MiniMax M2.1 Lightning is the throughput-optimized variant of MiniMax-M2.1. It supports a context window of 204.8K tokens and a max output of 131.1K tokens per request.

ReasoningTool UseImplicit Caching
index.ts
import { streamText } from 'ai'
const result = streamText({
model: 'minimax/minimax-m2.1-lightning',
prompt: 'Why is the sky blue?'
})

Frequently Asked Questions

  • Does MiniMax M2.1 Lightning produce different outputs than standard M2.1?
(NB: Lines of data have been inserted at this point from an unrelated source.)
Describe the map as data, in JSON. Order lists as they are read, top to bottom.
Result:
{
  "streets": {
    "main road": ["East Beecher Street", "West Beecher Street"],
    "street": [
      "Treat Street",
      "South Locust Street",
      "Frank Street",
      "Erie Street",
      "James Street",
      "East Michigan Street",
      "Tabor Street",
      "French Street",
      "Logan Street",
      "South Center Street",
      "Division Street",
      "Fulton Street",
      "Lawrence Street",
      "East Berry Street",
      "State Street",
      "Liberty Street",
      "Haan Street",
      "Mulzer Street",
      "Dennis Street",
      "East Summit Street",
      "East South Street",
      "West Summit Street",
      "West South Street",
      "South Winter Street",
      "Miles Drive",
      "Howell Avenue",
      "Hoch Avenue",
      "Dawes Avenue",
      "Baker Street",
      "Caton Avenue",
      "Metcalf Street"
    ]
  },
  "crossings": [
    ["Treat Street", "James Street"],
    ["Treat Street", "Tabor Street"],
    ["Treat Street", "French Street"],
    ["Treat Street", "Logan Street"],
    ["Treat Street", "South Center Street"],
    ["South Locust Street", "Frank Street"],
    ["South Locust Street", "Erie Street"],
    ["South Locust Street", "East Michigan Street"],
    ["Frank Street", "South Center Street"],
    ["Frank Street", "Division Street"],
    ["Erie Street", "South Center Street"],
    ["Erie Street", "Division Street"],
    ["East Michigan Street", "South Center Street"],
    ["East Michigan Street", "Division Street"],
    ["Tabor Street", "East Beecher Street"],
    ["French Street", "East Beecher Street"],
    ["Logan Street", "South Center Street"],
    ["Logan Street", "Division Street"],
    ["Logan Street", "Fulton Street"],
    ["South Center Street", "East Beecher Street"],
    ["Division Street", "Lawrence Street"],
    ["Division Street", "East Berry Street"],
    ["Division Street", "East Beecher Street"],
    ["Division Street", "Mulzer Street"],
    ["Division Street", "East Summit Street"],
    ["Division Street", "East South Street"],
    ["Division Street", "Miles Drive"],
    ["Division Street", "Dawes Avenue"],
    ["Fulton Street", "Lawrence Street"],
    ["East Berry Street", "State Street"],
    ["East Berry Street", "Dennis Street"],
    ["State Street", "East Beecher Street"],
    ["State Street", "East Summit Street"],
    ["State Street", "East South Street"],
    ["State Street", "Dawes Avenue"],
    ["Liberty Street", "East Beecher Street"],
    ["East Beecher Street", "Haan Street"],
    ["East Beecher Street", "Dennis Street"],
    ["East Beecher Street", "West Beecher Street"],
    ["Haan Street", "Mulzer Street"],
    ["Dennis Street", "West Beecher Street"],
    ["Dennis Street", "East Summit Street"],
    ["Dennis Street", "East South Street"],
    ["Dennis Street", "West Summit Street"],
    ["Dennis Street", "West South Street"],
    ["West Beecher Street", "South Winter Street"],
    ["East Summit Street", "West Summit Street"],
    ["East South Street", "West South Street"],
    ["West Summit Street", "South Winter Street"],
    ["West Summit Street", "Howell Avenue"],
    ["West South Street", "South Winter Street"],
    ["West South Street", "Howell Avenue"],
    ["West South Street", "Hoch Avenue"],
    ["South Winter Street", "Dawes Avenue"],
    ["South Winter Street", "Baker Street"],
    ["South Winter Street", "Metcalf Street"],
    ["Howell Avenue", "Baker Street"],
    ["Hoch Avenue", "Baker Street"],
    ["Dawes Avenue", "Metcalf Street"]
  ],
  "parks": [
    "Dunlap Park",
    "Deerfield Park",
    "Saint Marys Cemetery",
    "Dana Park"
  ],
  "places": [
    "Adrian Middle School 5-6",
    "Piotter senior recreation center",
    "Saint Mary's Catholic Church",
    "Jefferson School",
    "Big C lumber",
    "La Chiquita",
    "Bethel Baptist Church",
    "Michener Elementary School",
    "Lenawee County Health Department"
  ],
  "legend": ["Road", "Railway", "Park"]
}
    No. MiniMax M2.1 Lightning produces identical outputs to standard M2.1. Only inference speed differs.

  • How much faster is MiniMax M2.1 Lightning compared to M2.1?

    Lightning is the throughput-optimized variant, built to outperform M2 on output speed. See live metrics on this page for current AI Gateway measurements.

  • Does automatic prompt caching apply to all requests?

    Yes. Prompt caching applies automatically with no manual configuration. It reduces latency for prompts with repeated context.

  • Is MiniMax M2.1 Lightning more expensive than M2.1?

    Yes, typically. Expect about $0.3 per million input tokens and $2.4 per million output tokens for this variant (compare to standard M2.1 on the same page).

  • What programming languages does MiniMax M2.1 Lightning support?

    The same languages as M2.1: Go, C++, JavaScript, C#, TypeScript, Rust, Java, Kotlin, and Objective-C.

  • Can I use MiniMax M2.1 Lightning for agentic workflows with tool calls?

    Yes. MiniMax M2.1 Lightning retains all of M2.1's agentic capabilities, including tool use, multi-step reasoning, and Interleaved Thinking.

  • How do I switch from M2.1 to MiniMax M2.1 Lightning in the AI SDK?

    Change the model identifier to minimax/minimax-m2.1-lightning. No other code changes are needed.